> **Task statement**
The entries that follow include a run beginning at the line with "display:flex; align-items:center; height:57px;" and ending at the line with "display:flex; gap:12px; margin-top:auto;"; restate that run word for word and leave the rest out.

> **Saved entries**
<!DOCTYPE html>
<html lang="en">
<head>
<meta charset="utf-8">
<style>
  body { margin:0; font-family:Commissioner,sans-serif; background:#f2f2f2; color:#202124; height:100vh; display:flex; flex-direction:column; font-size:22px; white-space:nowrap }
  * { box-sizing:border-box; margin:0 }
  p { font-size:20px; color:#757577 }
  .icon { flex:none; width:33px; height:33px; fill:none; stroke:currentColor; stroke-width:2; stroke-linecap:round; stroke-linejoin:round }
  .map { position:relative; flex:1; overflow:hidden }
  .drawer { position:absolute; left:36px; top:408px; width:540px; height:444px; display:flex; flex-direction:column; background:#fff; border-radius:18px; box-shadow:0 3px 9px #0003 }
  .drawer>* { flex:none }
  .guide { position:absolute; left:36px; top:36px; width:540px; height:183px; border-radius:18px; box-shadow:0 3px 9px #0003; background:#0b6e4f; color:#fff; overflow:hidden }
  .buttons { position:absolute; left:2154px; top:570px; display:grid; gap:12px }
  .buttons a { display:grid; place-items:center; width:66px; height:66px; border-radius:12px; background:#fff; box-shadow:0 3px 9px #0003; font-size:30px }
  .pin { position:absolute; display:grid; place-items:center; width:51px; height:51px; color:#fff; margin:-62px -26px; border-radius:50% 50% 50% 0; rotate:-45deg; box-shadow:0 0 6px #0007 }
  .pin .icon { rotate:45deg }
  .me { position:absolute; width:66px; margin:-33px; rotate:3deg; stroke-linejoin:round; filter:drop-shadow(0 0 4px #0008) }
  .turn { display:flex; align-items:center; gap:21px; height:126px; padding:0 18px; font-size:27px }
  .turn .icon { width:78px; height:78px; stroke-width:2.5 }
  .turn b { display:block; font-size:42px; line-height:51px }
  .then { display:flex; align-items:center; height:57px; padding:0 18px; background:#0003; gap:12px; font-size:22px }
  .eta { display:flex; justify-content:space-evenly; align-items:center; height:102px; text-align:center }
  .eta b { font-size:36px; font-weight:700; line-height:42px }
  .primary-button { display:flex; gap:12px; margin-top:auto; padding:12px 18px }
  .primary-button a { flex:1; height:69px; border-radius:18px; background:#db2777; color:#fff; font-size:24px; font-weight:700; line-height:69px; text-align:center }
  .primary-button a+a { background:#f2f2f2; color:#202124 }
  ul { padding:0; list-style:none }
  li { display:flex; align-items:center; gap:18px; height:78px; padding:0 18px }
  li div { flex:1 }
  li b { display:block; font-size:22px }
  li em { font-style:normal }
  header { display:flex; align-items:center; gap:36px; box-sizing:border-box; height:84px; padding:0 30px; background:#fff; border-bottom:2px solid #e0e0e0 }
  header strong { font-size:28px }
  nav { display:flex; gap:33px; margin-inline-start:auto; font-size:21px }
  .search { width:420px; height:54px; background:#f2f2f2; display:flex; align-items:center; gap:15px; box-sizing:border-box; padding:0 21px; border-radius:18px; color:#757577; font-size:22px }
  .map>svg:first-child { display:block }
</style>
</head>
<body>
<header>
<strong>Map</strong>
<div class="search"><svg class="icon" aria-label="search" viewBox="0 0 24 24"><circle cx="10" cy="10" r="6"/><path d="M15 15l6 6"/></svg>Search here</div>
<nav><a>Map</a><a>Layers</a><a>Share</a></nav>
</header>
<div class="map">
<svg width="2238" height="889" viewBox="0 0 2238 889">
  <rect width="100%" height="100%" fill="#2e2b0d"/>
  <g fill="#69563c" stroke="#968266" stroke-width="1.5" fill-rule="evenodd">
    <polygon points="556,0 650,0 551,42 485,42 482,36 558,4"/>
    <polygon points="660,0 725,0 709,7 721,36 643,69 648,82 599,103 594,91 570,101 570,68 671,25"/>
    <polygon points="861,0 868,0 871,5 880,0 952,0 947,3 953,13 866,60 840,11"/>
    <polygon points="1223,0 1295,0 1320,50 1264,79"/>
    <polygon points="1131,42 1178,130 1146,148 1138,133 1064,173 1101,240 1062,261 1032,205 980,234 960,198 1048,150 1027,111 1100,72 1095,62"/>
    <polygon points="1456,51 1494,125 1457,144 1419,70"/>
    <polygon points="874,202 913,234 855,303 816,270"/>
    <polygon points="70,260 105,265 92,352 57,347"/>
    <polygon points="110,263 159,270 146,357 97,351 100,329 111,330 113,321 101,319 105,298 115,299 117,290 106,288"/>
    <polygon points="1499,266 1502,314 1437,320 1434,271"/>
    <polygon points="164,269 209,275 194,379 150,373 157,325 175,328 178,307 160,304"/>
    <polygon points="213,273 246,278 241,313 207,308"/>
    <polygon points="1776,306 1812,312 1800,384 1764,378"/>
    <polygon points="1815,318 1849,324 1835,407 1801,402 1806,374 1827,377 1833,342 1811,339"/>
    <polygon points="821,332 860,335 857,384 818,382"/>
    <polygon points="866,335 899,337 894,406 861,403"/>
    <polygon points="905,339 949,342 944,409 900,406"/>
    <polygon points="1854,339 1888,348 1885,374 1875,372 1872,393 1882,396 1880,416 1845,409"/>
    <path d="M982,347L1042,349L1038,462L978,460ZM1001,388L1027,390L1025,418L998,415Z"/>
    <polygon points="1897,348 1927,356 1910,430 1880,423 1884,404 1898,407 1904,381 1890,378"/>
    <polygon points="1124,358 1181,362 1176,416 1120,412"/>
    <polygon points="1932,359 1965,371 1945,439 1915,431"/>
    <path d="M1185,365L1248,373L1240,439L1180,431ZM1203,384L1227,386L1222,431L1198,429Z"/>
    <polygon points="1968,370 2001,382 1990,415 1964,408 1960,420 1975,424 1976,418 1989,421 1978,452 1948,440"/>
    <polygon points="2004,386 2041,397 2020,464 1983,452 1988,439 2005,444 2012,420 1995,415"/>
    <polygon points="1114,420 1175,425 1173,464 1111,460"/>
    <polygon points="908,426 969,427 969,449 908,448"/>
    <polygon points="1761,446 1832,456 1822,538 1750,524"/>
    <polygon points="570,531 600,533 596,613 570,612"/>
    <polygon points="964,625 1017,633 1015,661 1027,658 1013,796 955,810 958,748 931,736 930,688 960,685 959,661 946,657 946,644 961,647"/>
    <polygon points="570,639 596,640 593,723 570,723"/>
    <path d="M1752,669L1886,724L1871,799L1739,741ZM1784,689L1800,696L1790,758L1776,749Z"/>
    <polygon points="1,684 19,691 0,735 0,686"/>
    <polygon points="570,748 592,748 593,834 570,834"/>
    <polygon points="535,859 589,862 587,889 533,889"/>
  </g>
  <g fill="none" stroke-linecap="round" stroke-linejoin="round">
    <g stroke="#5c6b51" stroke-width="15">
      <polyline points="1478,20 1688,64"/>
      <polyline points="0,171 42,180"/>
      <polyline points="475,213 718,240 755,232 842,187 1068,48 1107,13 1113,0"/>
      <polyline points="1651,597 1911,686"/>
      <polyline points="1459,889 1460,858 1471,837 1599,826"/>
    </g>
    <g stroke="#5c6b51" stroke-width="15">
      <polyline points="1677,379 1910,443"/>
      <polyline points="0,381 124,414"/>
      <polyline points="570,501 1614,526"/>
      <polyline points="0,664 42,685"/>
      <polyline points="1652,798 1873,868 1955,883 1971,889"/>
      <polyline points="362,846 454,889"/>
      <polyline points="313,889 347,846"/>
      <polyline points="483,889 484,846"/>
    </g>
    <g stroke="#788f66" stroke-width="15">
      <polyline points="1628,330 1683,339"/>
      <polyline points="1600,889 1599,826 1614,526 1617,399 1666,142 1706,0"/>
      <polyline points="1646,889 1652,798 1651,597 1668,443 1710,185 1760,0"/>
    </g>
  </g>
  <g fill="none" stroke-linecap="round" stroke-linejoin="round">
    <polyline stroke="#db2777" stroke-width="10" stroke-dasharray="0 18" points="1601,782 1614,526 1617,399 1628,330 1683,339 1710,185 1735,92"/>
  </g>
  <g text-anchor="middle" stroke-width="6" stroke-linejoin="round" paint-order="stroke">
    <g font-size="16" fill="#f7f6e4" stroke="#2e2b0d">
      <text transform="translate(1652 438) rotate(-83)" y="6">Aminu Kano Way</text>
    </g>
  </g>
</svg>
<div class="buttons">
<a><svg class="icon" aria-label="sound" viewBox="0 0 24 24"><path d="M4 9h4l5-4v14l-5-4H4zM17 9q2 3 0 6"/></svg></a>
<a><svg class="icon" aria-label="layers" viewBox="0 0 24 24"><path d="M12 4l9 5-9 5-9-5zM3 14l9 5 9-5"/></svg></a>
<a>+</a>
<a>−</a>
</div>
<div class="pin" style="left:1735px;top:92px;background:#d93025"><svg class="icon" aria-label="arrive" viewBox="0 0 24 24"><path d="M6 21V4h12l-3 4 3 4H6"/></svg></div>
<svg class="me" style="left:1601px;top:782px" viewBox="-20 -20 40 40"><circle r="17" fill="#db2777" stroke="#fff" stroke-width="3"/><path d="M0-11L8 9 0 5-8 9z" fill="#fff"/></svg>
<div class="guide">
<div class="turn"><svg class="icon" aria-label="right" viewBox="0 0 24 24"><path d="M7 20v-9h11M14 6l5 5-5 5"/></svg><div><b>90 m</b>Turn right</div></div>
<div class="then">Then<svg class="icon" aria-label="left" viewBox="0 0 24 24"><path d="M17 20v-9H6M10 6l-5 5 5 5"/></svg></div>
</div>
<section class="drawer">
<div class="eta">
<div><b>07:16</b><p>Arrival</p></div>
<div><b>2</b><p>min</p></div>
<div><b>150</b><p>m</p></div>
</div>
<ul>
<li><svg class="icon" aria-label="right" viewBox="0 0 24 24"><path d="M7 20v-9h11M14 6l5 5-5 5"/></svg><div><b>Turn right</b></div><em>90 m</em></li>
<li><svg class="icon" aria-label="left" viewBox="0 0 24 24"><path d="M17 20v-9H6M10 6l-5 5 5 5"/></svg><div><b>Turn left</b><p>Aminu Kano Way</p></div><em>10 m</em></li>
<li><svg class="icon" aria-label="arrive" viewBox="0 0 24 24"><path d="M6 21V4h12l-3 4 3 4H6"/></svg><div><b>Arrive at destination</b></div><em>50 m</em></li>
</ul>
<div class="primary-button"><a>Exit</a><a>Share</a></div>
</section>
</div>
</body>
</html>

> **Response**
  .then { display:flex; align-items:center; height:57px; padding:0 18px; background:#0003; gap:12px; font-size:22px }
  .eta { display:flex; justify-content:space-evenly; align-items:center; height:102px; text-align:center }
  .eta b { font-size:36px; font-weight:700; line-height:42px }
  .primary-button { display:flex; gap:12px; margin-top:auto; padding:12px 18px }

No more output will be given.